If you have two different animations going on:

 

1. Both take 3 frames between each new definition, and trigger at the same frame count. Then you can update both animations in one go.

2. Both take 3 frames but are staggered one frame apart. Then you could update the first one in this frame and the second one in the next.

3. One animation takes 3 frames between each definition and the other takes 4.

 

0 1 (2) 3 4 (5) 6 7 (8) 9 10 (11) 12 13 (14) 15 16 (17) 18 19 ...

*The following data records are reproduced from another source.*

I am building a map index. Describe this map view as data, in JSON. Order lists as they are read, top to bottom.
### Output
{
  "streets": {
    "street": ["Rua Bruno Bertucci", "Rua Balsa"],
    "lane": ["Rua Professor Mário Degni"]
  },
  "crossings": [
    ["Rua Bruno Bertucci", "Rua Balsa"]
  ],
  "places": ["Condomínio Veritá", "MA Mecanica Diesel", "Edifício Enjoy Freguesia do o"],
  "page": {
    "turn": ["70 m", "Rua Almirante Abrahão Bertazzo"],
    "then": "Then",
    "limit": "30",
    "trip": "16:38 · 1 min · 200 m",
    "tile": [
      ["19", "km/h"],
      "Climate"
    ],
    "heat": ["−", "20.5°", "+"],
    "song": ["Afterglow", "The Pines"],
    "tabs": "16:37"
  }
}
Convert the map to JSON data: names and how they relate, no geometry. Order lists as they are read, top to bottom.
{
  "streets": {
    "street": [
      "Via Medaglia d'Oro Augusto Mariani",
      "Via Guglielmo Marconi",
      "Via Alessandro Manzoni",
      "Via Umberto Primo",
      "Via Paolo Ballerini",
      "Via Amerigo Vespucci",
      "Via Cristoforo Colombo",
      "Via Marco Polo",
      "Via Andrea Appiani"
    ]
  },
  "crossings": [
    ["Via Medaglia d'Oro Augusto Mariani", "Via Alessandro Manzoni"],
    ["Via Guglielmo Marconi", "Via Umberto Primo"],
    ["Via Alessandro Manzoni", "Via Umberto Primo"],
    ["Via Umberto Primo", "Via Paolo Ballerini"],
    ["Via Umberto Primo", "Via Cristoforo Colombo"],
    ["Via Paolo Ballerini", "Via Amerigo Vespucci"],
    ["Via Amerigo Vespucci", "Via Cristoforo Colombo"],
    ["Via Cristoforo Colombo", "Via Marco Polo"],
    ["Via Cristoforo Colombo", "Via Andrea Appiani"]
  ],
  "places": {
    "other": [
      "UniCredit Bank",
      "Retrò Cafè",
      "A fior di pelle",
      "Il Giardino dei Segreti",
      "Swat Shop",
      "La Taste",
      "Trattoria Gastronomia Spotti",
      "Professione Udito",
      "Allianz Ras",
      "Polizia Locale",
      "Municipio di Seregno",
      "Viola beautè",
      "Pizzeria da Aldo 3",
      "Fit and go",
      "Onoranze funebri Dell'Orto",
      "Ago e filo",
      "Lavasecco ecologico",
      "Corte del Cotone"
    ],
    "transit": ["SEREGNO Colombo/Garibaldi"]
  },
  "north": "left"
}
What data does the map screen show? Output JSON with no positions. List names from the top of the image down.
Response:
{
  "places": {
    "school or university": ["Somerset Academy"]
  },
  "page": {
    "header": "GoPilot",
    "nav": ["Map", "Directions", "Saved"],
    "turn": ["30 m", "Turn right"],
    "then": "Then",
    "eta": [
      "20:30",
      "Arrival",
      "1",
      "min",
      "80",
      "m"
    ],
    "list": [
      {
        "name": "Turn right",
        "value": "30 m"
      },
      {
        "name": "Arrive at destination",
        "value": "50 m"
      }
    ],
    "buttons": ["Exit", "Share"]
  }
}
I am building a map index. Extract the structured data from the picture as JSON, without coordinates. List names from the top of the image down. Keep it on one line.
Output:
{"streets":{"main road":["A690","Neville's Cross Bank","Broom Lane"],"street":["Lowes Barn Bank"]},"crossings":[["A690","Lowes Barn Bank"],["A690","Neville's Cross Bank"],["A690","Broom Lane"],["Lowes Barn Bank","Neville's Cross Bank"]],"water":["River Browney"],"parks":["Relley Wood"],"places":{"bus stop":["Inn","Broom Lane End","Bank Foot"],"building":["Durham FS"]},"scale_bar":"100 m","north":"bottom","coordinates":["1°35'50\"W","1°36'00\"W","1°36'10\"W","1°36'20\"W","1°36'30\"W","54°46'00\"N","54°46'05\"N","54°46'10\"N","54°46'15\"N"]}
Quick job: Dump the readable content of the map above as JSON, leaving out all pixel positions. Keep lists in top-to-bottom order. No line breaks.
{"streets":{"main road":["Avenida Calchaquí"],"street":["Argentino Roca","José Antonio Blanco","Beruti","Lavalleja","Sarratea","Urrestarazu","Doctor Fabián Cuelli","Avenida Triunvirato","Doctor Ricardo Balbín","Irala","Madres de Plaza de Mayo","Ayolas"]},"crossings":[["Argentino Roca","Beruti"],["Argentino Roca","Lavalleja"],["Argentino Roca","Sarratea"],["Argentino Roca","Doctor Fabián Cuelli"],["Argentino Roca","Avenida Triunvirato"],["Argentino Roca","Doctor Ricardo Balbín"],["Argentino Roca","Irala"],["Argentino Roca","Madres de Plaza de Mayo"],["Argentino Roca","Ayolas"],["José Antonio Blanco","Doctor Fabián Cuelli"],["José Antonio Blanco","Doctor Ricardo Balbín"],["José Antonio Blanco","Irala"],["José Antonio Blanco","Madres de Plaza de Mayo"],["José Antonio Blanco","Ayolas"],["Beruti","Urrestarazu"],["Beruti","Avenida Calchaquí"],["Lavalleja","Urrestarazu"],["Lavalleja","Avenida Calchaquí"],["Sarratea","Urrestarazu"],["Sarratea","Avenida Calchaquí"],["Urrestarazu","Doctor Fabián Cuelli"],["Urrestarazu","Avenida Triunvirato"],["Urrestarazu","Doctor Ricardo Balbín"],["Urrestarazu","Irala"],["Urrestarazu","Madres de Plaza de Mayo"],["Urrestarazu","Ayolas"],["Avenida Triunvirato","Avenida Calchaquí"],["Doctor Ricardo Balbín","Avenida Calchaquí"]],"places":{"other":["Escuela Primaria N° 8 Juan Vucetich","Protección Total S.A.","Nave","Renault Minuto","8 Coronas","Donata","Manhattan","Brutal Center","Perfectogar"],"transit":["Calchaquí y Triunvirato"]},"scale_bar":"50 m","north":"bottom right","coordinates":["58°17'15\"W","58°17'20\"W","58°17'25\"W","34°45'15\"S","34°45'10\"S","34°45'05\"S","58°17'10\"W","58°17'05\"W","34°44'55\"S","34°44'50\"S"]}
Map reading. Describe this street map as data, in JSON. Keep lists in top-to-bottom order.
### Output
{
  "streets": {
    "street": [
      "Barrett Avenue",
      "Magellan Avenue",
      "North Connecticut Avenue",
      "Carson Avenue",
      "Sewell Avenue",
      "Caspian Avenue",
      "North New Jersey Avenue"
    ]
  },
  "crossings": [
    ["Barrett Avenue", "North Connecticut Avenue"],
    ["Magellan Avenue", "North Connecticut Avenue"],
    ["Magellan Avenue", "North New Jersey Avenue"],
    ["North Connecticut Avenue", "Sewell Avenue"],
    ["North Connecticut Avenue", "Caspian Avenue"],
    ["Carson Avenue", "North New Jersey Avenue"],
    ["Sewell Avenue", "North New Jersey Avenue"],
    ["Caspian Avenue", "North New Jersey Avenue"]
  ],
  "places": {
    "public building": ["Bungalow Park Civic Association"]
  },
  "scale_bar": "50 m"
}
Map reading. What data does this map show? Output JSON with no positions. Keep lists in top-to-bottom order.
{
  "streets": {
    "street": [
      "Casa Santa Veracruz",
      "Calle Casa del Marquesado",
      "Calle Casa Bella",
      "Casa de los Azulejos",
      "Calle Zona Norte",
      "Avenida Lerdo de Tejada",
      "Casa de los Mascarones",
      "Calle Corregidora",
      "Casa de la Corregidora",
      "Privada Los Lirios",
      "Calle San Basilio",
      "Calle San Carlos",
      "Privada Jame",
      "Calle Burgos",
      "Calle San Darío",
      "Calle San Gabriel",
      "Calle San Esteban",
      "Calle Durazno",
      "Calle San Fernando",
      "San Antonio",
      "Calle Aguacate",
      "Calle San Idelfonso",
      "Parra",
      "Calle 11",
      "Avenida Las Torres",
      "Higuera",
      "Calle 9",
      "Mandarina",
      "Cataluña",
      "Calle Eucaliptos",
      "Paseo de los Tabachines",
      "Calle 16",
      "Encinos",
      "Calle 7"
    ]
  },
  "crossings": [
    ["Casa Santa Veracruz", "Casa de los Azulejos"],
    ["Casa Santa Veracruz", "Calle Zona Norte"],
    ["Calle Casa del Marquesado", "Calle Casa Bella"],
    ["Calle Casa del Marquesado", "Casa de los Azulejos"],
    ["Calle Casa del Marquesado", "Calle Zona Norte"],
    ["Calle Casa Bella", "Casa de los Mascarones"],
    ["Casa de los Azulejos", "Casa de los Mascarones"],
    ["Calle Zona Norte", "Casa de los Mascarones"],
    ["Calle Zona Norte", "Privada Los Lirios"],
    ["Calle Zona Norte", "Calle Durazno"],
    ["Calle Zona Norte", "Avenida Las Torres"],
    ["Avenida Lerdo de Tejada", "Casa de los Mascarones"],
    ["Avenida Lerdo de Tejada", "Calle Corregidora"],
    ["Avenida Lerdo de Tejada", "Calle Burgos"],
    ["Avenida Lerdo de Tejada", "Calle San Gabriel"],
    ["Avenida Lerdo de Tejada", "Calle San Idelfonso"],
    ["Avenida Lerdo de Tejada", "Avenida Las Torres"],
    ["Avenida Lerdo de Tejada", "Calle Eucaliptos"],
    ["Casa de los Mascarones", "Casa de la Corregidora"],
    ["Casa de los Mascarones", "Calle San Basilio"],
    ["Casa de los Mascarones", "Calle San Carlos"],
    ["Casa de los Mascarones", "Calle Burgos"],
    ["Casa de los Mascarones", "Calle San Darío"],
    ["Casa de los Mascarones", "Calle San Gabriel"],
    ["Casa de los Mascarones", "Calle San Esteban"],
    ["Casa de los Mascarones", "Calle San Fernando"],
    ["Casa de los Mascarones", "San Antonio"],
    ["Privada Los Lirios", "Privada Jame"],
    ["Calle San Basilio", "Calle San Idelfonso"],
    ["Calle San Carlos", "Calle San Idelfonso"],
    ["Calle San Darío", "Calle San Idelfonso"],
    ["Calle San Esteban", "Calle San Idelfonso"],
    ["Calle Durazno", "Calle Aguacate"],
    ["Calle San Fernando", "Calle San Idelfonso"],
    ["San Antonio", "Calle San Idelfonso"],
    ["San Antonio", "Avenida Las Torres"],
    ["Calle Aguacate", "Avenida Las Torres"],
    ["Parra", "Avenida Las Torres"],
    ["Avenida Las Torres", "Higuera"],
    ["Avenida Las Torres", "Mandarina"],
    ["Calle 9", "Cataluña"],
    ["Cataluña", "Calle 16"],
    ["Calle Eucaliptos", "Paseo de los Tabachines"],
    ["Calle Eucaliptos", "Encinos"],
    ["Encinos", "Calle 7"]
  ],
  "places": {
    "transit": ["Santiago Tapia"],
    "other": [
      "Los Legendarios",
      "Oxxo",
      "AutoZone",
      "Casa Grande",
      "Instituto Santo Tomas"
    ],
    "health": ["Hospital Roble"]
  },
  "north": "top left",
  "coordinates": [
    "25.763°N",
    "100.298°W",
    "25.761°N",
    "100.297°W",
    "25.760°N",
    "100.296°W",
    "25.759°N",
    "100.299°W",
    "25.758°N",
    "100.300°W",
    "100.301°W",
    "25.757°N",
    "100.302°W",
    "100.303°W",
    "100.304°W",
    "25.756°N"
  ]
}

0 1 2 (3) 4 5 6 (7) 8 9 10 (11) 12 13 14 (15) 16 17 18 (19) ...

 

As you see, most of the time those would be updated at different frames but once you get to 11 both need to be updated, probably from different parts of ROM so you could use DEFINE and DEFINE ALTERNATE.

 

Now let's add a third one that moves slower so it takes 5 frames but is staggered by one frame:

0 (1) 2 3 4 5 (6) 7 8 9 10 (11) 12 13 14 15 (16) 17 18 19 ...

 

Suddenly you have three animations that all want to be updated in the same frame, probably from three different areas. You could delay one for a bit of sluggish movement, or fill up GRAM with predefined patterns for one of those so you combine the two approaches of having entire animations in GRAM and redefine GRAM when required. You will eventually figure all this out.

 

Same goes about your tween vehicles, which might be software sprites that you want to redefine at some intervals. Earlier I made a crude example of that which you also might find useful to study.

 

Perhaps you should start with something simpler in terms of a vehicle game, one that only uses sprites and stationary background, whether or not it scrolls, and worry about the finer details later when you got the basics going.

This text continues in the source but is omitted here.